> [Work order]
A line belongs in the answer only if it contains the word "linecap"; copy every such line from the listing below.

> [Record extracts]
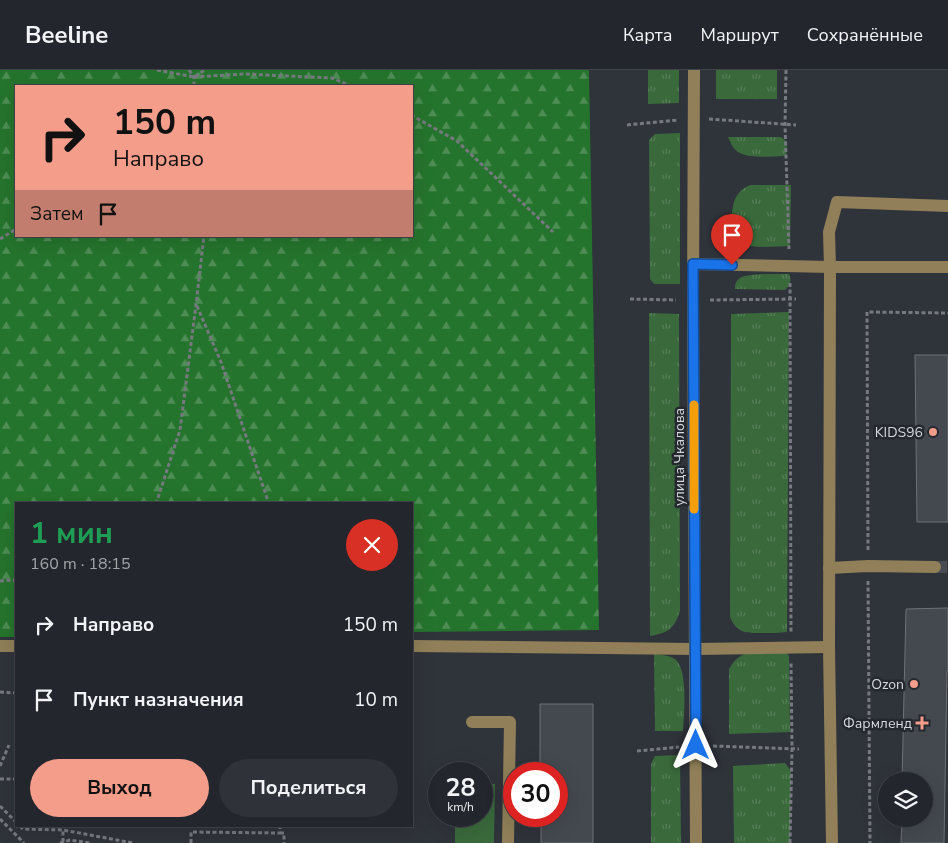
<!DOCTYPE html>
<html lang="ru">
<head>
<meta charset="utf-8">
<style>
  body { margin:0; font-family:"Nunito Sans",sans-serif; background:#2f3238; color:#f1f3f6; height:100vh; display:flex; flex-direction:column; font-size:19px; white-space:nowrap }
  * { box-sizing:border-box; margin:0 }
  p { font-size:16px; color:#a3a5a9 }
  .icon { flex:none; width:28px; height:28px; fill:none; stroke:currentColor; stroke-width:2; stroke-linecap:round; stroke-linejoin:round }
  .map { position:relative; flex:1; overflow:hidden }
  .sheet { position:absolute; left:15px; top:432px; width:398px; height:325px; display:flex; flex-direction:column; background:#23262c; border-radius:0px; box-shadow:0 5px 20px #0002,0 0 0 1px #404348 }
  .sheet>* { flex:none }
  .top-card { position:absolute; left:15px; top:15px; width:398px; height:152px; border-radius:0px; box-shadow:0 5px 20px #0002,0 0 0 1px #404348; background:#f49d8b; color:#111; overflow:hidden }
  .tools { position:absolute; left:878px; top:702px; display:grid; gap:10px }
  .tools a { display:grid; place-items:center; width:55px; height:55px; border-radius:50%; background:#23262c; box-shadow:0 5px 20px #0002,0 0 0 1px #404348; font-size:25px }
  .speed { position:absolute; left:428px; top:692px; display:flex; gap:10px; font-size:25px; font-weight:700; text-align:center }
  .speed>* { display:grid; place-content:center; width:65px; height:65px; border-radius:50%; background:#23262c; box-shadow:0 5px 20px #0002,0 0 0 1px #404348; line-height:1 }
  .speed small { font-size:12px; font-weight:400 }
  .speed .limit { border:8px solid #d22; background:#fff; color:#111 }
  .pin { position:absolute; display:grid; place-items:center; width:42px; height:42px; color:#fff; margin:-51px -21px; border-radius:50% 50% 50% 0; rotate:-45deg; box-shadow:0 0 5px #0007 }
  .pin .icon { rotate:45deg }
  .me { position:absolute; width:55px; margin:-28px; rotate:0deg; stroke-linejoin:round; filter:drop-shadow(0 0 4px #0008) }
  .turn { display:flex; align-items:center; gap:18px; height:105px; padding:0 15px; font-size:22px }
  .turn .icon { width:65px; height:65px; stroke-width:2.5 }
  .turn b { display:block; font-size:35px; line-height:42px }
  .then { display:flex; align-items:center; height:48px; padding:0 15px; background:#0003; gap:10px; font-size:19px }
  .round { display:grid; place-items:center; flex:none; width:52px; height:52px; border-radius:26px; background:#2f3238 }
  .overview { display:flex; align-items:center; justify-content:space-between; height:85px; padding:0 15px }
  h1 { font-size:30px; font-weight:700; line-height:38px; color:#1e9e55 }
  .cta { display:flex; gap:10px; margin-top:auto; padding:10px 15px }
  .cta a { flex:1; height:58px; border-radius:30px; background:#f49d8b; color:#111; font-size:20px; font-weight:700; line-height:58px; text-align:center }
  .cta a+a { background:#2f3238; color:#f1f3f6 }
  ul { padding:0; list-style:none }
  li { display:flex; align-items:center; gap:15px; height:75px; padding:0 15px }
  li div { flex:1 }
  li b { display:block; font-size:19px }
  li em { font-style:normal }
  header { display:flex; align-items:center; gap:30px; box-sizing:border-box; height:70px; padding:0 25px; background:#23262c; border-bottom:1px solid #404348 }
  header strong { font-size:24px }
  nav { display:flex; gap:28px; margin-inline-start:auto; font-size:18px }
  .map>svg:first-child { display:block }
  .grass { fill:url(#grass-tufts) }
  .forest { fill:url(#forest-firs); fill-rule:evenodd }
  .green { fill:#3a6a3c }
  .building { fill:#44494f; stroke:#6d7179 }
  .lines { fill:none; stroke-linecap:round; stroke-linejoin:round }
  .minor-tunnel { stroke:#484c52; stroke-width:12; stroke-dasharray:12 6; stroke-linecap:butt }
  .path { stroke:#76797f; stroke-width:3; stroke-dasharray:4 2.5; stroke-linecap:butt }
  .minor { stroke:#907f58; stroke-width:12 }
  .route-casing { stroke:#114b97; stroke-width:12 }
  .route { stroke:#1a73e8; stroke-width:9 }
  .slow { stroke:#f59e0b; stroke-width:9 }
  .poi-dot { fill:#f49d8b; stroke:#25292f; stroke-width:2 }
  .labels { text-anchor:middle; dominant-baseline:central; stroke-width:5; stroke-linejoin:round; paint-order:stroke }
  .poi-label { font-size:14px; fill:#d5d8dc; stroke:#25292f; text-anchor:end }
  .street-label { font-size:14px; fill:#d5d8dc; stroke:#25292f }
</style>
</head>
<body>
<header>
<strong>Beeline</strong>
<nav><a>Карта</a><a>Маршрут</a><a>Сохранённые</a></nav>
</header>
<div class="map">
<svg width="948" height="773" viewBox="0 0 948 773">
  <defs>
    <pattern id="grass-tufts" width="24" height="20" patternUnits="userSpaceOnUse" patternTransform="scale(1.25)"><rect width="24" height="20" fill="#3a6a3c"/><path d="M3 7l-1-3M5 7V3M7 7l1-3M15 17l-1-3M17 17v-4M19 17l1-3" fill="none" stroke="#567f58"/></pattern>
    <pattern id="forest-firs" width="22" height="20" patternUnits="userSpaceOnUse" patternTransform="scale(1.25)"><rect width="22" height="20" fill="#25742d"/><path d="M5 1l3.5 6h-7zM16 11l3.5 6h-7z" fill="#4e8d55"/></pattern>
  </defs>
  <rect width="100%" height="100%" fill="#2f333a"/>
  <g class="grass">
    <polygon points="648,0 679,0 679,33 648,34"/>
    <rect x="716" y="0" width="61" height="29"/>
    <polygon points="680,63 680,214 654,214 650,209 649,70 655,64"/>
    <path d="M 728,67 L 781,67 L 787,72 L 786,86 C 774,86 751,89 740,83 C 733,80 731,73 728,67 Z"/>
    <path d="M 750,115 L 791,115 L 790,176 C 777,176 756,179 744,174 C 729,167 729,136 738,124 C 741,120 745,117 750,115 Z"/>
    <path d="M 789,204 C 792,211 790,215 785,220 L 735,219 C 735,214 736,211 740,208 C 749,203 778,204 789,204 Z"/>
    <path d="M 789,242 L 787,562 C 779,563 771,563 763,563 C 747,563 737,564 730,547 L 731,244 Z"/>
    <path d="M 649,243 L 679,244 L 680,541 C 674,559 668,563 650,566 Z"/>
    <path d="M 787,583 L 789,586 L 790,662 L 729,664 L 729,599 C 733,592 737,587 745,584 Z"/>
    <path d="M 654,584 C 660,585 668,585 673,588 C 689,595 684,645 683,661 L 655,661 Z"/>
    <polygon points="680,685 681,773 651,773 651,694 655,686"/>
    <polygon points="785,693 791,701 790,773 734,773 733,696"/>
  </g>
  <path class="forest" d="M 0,0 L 589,0 L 599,560 L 411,562 L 411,434 L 16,434 L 16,567 L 0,567 ZM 16,16 L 411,16 L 411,166 L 16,166 Z"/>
  <polygon class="green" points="481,714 495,714 494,773 455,773 455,746 481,746"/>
  <g class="building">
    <polygon points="915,285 948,285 948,452 917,452"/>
    <polygon points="948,538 948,600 947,601 944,773 901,773 902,749 924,749 924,711 902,711 906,539"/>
    <polygon points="540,634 593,634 593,773 541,773 541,746 556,746 556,704 540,704"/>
  </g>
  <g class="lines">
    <polyline class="minor-tunnel" points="935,497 948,497"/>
    <g class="path">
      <polyline points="157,0 194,7 205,0"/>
      <polyline points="189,0 194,7 194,16"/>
      <polyline points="786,0 785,55 789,179"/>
      <polyline points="194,7 244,4 332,8 351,16"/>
      <polyline points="411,45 457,71 553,162"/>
      <polyline points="709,49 796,55"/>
      <polyline points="627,55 678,50"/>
      <polyline points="0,169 16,159"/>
      <polyline points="790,213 791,562"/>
      <polyline points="630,229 676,230"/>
      <polyline points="710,230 796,229"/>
      <polyline points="197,236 221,292 269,434"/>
      <polyline points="156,434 180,360 196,235 204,166"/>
      <polyline points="868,480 867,242 948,243"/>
      <polyline points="0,511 16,510"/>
      <polyline points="868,511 870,773"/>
      <polyline points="0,622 16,623"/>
      <polyline points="411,625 412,625"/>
      <polyline points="713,676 799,679"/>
      <polyline points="637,681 679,677"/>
      <polyline points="0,696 9,675"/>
      <polyline points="0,709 16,709"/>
      <polyline points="0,736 16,752"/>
      <polyline points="0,749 24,773"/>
      <polyline points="20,756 23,759 63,760 133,773"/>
      <polyline points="280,763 284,763 284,773"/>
      <polyline points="63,772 63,760"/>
      <polyline points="60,773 70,770 90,773"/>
      <polyline points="191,773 191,762 280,763 280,756"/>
      <polyline points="790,773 792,678 791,593"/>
    </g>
    <g class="minor">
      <polyline points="694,0 693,230 696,773"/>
      <polyline points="693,194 830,197 948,197"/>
      <polyline points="829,498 868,496 935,497"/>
      <polyline points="0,576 16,576"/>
      <polyline points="411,576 695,579 829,577"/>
      <polyline points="472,652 510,652 508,773"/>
      <polyline points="832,773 829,577 830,197 829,162 837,132 948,136"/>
    </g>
  </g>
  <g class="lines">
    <g class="route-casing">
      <polyline id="route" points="696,675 693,194 732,195"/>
    </g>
    <use href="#route" class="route"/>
    <polyline class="slow" points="694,335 694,439"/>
  </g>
  <g class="poi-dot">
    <circle cx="933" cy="362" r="5"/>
    <circle cx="914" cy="614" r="5"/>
    <path d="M919.5 645.5h5v5h5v5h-5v5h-5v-5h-5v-5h5z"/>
  </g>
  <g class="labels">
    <g class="poi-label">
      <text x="923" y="362">KIDS96</text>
      <text x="904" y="614">Ozon</text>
      <text x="912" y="653">Фармленд</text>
    </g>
    <g class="street-label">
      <text transform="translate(679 387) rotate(-90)">улица Чкалова</text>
    </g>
  </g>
</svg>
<div class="tools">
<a><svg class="icon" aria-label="layers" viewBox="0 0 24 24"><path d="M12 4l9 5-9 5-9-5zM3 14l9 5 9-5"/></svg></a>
</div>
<div class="speed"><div>28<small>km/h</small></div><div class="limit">30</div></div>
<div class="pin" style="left:732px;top:195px;background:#d93025"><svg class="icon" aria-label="arrive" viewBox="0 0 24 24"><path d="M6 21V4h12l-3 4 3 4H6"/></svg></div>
<svg class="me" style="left:696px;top:675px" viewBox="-20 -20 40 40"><path d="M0-17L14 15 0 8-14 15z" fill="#1a73e8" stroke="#fff" stroke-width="4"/></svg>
<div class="top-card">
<div class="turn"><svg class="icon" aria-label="right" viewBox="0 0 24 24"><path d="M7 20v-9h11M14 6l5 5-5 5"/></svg><div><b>150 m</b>Направо</div></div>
<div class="then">Затем<svg class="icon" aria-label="arrive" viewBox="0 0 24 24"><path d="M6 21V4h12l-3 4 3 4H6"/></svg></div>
</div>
<section class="sheet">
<div class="overview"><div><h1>1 мин</h1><p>160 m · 18:15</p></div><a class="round" style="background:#d93025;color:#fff"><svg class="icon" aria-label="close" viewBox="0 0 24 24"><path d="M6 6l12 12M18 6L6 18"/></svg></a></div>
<ul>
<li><svg class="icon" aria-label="right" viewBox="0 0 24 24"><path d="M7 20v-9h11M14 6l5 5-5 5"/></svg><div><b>Направо</b></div><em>150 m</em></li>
<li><svg class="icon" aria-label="arrive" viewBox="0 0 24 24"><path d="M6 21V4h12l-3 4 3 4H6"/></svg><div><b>Пункт назначения</b></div><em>10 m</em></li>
</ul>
<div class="cta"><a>Выход</a><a>Поделиться</a></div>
</section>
</div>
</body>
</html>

> [The completed task]
  .icon { flex:none; width:28px; height:28px; fill:none; stroke:currentColor; stroke-width:2; stroke-linecap:round; stroke-linejoin:round }
  .lines { fill:none; stroke-linecap:round; stroke-linejoin:round }
  .minor-tunnel { stroke:#484c52; stroke-width:12; stroke-dasharray:12 6; stroke-linecap:butt }
  .path { stroke:#76797f; stroke-width:3; stroke-dasharray:4 2.5; stroke-linecap:butt }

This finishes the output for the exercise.